Au bout de deux mois, Jenny est congédiée. Sa consommation de cocaïne était devenue problématique. » Je m’endormais dans les loges tellement j’étais fatiguée. » Elle retourne au Showgirl un peu à reculons. » J’étais tannée des bars straight, je voulais faire de la gaffe. » Parallèlement à son emploi de danseuse nue, Jenny est escorte pour deux agences montréalaises. » J’étais devenue accro à l’argent. Je travaillais sept jours et je pouvais dépenser 1 000$ en une journée. » À 180 $ l’heure, elle fait des affaires d’or, surtout avec la clientèle d’affaires et les touristes. » On vient te chercher en auto pour t’amener dans les plus beaux hôtels. Je pouvais faire huit ou neuf clients pas jour « , calcule-t-elle. Au même moment, elle se fait embaucher au cabaret Les Amazones, rue Saint-Jacques. Son premier quart de travail a été son dernier. » J’ai une valise dans laquelle il y a tous mes costumes. Je m’aperçois que je n’ai pas de sous-vêtements et la machine distributrice de strings ne fonctionne pas « , raconte Jenny. L’adolescente appelle sa mère, alors serveuse au restaurant voisin. » Je lui ai demandé de m’apporter des culottes, mais elle a plutôt appelé la police « , dit Jenny, qui lui en veut encore. La police a fait irruption au moment où elle dansait dans un isoloir. L’adolescente est finalement conduite au poste, puis au centre de réadaptation de Laval. C’était en octobre dernier. Elle restera incarcérée jusqu’en septembre. Aujourd’hui, Jenny n’a plus ses cheveux platine ni le visage ravagé par la drogue. Mais, malgré des projets de retour à l’école, elle se sait fragile. » Je viens d’un environnement où il y a plein de filles comme moi. Je connais juste ça « , confie-t-elle. » Il faut que j’essaie de redevenir une fille de 15 ans. C’est pas évident, je ne retournerai pas jouer à la Barbie. » Elle avoue qu’elle aurait sans doute poursuivi ses activités si la police ne l’avait pas arrêtée. » C’est con, mais ça a été les plus beaux six mois de ma vie, parce que j’étais gelée sans arrêt. »
Deux patrons s’expliquent
Peter Sergakis: propriétaire du bar Les Amazones où Jenny s’est fait arrêter, et président de l’Union des tenanciers de bars du Québec. » Comme les sanctions sont très sévères, je peux vous dire que les tenanciers n’ont pas intérêt à engager des mineures. Par contre, les fausses cartes sont devenues problématiques et tout le milieu y gagnerait à serrer la vis lors de l’embauche. » Lors de son arrestation aux Amazones, Jenny a écopé d’une amende de 151 $ pour s’être trouvée dans un bar en tant que mineure. Mais monsieur Sergakis ne croit pas avoir été sanctionné. » S’il n’y a pas eu d’accusation là-dedans, la police a pu trouver que la jeune fille nous a manipulés. La coupable, c’est elle ou ceux qui l’ont poussée à faire ça. » Avant d’embaucher une nouvelle danseuse, il dit demander au moins une carte avec photo, en faire une photocopie, en plus de s’assurer visuellement que la postulante est majeure. » De nos jours, des adolescentes de 12 ans peuvent avoir des formes féminines bien développées « , observe le tenancier.

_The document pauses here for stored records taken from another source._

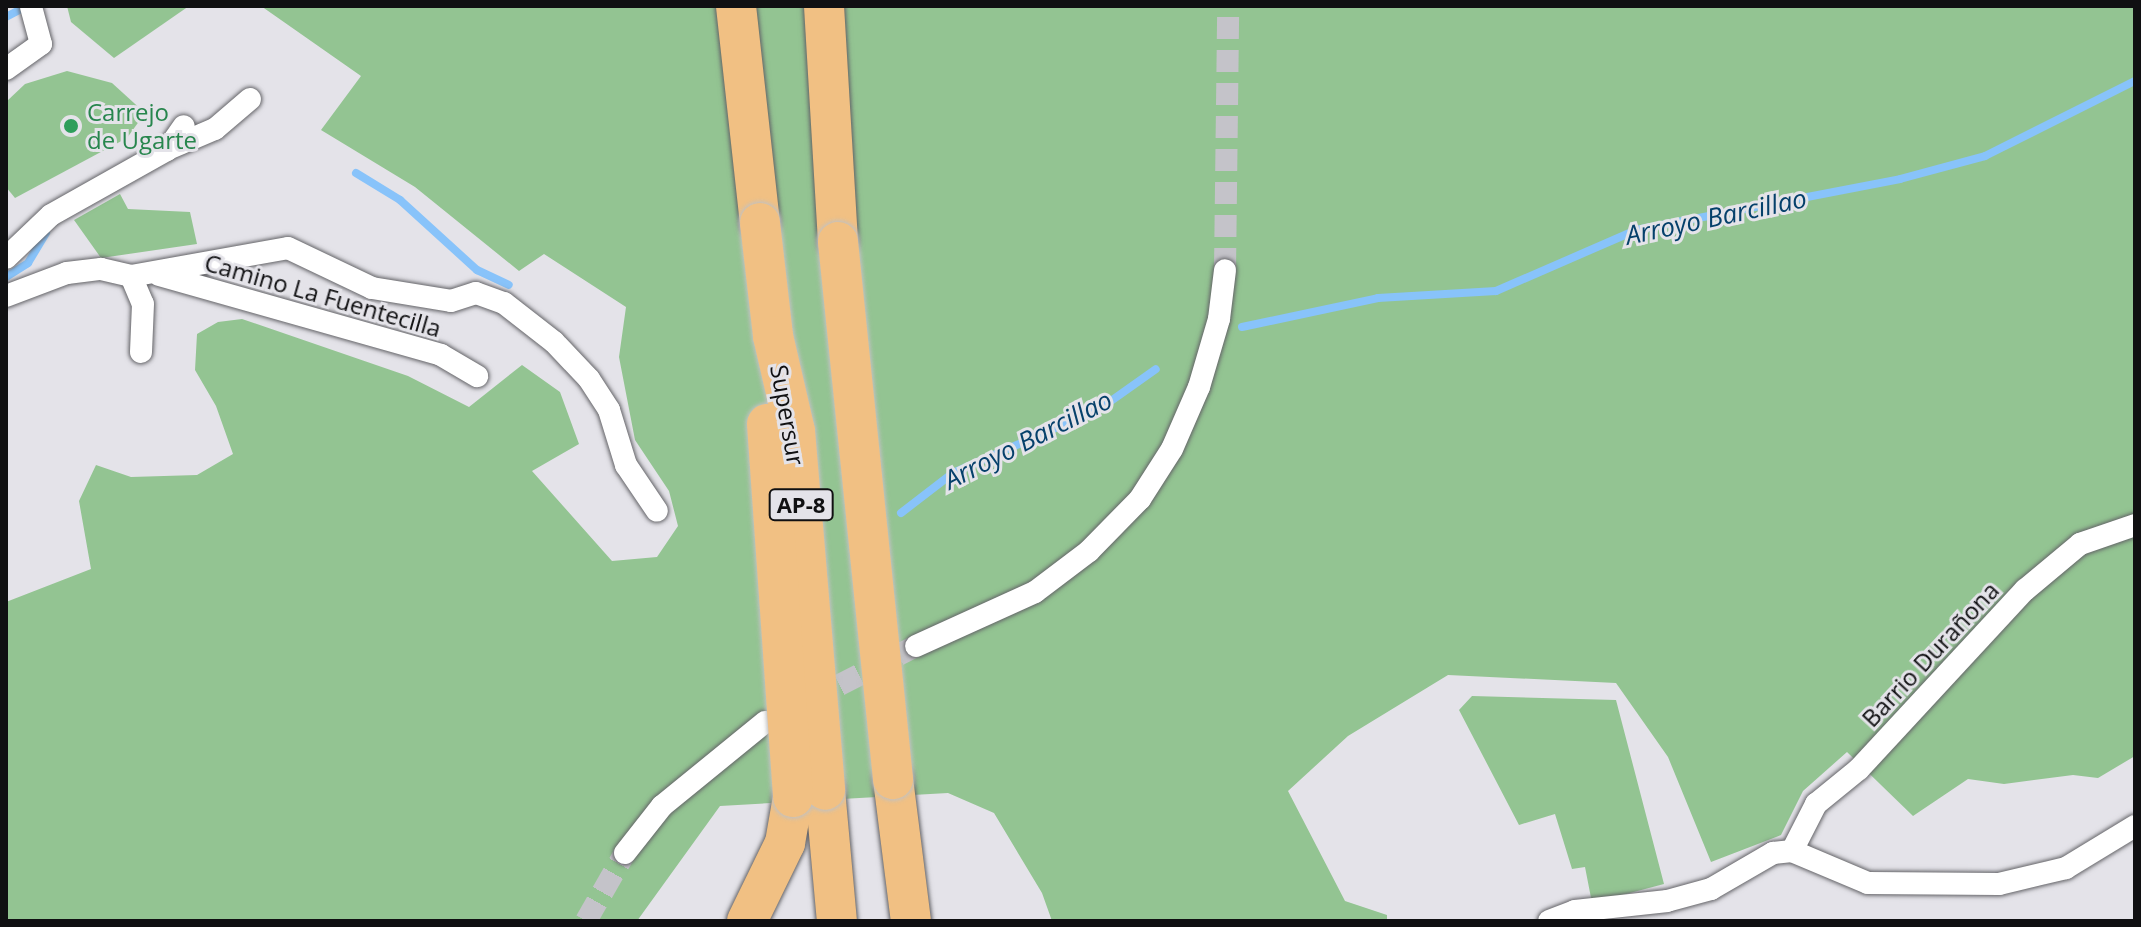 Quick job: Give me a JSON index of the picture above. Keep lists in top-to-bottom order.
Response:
{
  "streets": {
    "highway": ["Supersur", "AP-8"],
    "street": ["Camino La Fuentecilla", "Barrio Durañona"]
  },
  "crossings": [
    ["Supersur", "AP-8"]
  ],
  "water": ["Arroyo Barcillao"],
  "places": ["Carrejo de Ugarte"]
}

Isabelle : l’une des responsables du bar Showgirl, où Jenny a dansé six mois. Elle assure qu’aucune mineure n’est embauchée depuis qu’une nouvelle administration a pris le relais, en août dernier. » Le nouveau gérant est clean et bien connu dans le milieu depuis 25 ans « , affirme son adjointe.

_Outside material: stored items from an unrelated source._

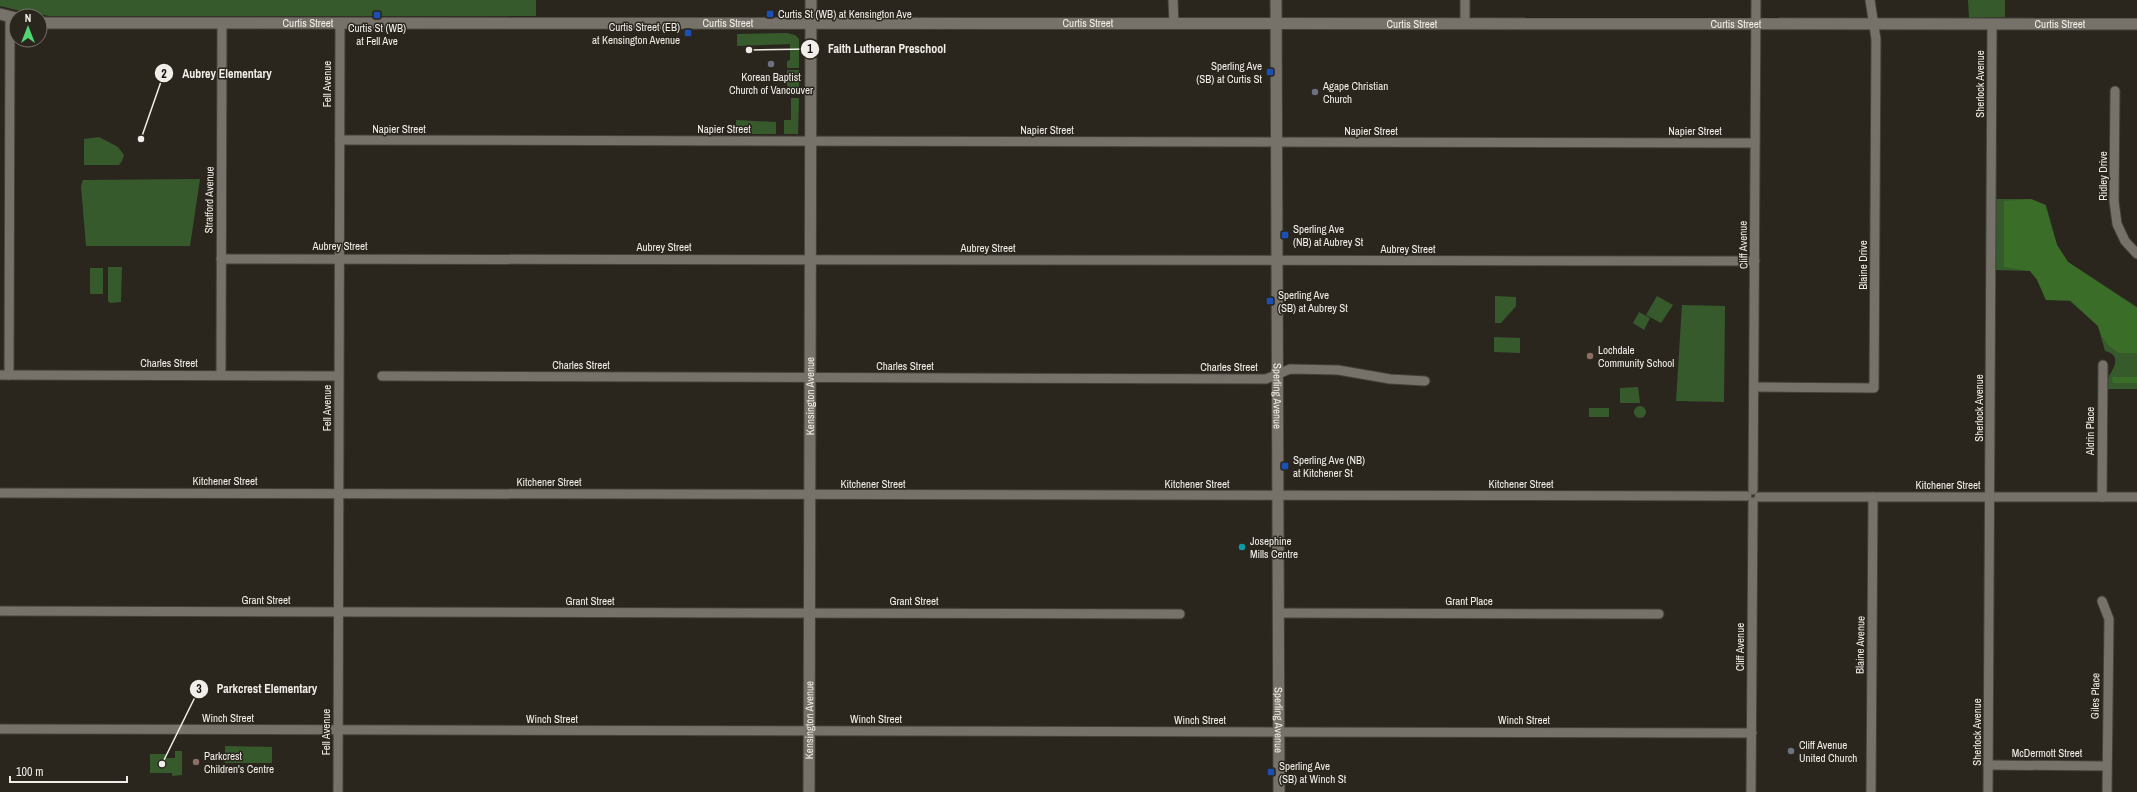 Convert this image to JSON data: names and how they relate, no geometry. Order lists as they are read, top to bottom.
{
  "streets": {
    "street": [
      "Curtis Street",
      "Fell Avenue",
      "Sherlock Avenue",
      "Napier Street",
      "Ridley Drive",
      "Stratford Avenue",
      "Cliff Avenue",
      "Aubrey Street",
      "Blaine Drive",
      "Charles Street",
      "Kensington Avenue",
      "Sperling Avenue",
      "Aldrin Place",
      "Kitchener Street",
      "Grant Street",
      "Grant Place",
      "Blaine Avenue",
      "Giles Place",
      "Winch Street",
      "McDermott Street"
    ]
  },
  "crossings": [
    ["Curtis Street", "Fell Avenue"],
    ["Curtis Street", "Sherlock Avenue"],
    ["Curtis Street", "Stratford Avenue"],
    ["Curtis Street", "Cliff Avenue"],
    ["Curtis Street", "Blaine Drive"],
    ["Curtis Street", "Kensington Avenue"],
    ["Curtis Street", "Sperling Avenue"],
    ["Fell Avenue", "Napier Street"],
    ["Fell Avenue", "Aubrey Street"],
    ["Fell Avenue", "Charles Street"],
    ["Fell Avenue", "Kitchener Street"],
    ["Fell Avenue", "Grant Street"],
    ["Fell Avenue", "Winch Street"],
    ["Sherlock Avenue", "Kitchener Street"],
    ["Sherlock Avenue", "McDermott Street"],
    ["Napier Street", "Cliff Avenue"],
    ["Napier Street", "Kensington Avenue"],
    ["Napier Street", "Sperling Avenue"],
    ["Stratford Avenue", "Aubrey Street"],
    ["Stratford Avenue", "Charles Street"],
    ["Cliff Avenue", "Aubrey Street"],
    ["Cliff Avenue", "Blaine Drive"],
    ["Cliff Avenue", "Kitchener Street"],
    ["Cliff Avenue", "Winch Street"],
    ["Aubrey Street", "Kensington Avenue"],
    ["Aubrey Street", "Sperling Avenue"],
    ["Charles Street", "Kensington Avenue"],
    ["Charles Street", "Sperling Avenue"],
    ["Kensington Avenue", "Kitchener Street"],
    ["Kensington Avenue", "Grant Street"],
    ["Kensington Avenue", "Winch Street"],
    ["Sperling Avenue", "Kitchener Street"],
    ["Sperling Avenue", "Grant Place"],
    ["Sperling Avenue", "Winch Street"],
    ["Aldrin Place", "Kitchener Street"],
    ["Kitchener Street", "Blaine Avenue"],
    ["Giles Place", "McDermott Street"]
  ],
  "places": {
    "transit": [
      "Curtis St (WB) at Kensington Ave",
      "Curtis St (WB) at Fell Ave",
      "Curtis Street (EB) at Kensington Avenue",
      "Sperling Ave (SB) at Curtis St",
      "Sperling Ave (NB) at Aubrey St",
      "Sperling Ave (SB) at Aubrey St",
      "Sperling Ave (NB) at Kitchener St",
      "Sperling Ave (SB) at Winch St"
    ],
    "other": [
      "Faith Lutheran Preschool",
      "Korean Baptist Church of Vancouver",
      "Agape Christian Church",
      "Aubrey Elementary",
      "Lochdale Community School",
      "Josephine Mills Centre",
      "Cliff Avenue United Church",
      "Parkcrest Children's Centre",
      "Parkcrest Elementary"
    ]
  },
  "scale_bar": "100 m",
  "north": "top"
}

Faut-il exiger un permis ?
Obliger les danseuses nues à se munir d’un permis de travail. Voilà ce que propose la Corporation des propriétaires de bars, brasseries et tavernes du Québec (CPBBT) pour éviter l’embauche d’effeuilleuses mineures. Les jeunes seraient ainsi protégés et les tenanciers éviteraient d’être sanctionnés par la Régie des alcools, des courses et des jeux du Québec (RACJ). Propriétaire du bar-salon Vegas, de Longueuil, et responsable du dossier à la CPBBT, Richard Labelle sait que le permis de travail ne fera pas l’unanimité. Mais ce père de famille en fait presque une cause personnelle. » Juste hier soir, une fille s’est essayée avec une fausse carte. On l’a vite revirée de bord. Je trouve ça totalement inacceptable qu’une mineure danse dans un club. Ça va la marquer pour la vie. »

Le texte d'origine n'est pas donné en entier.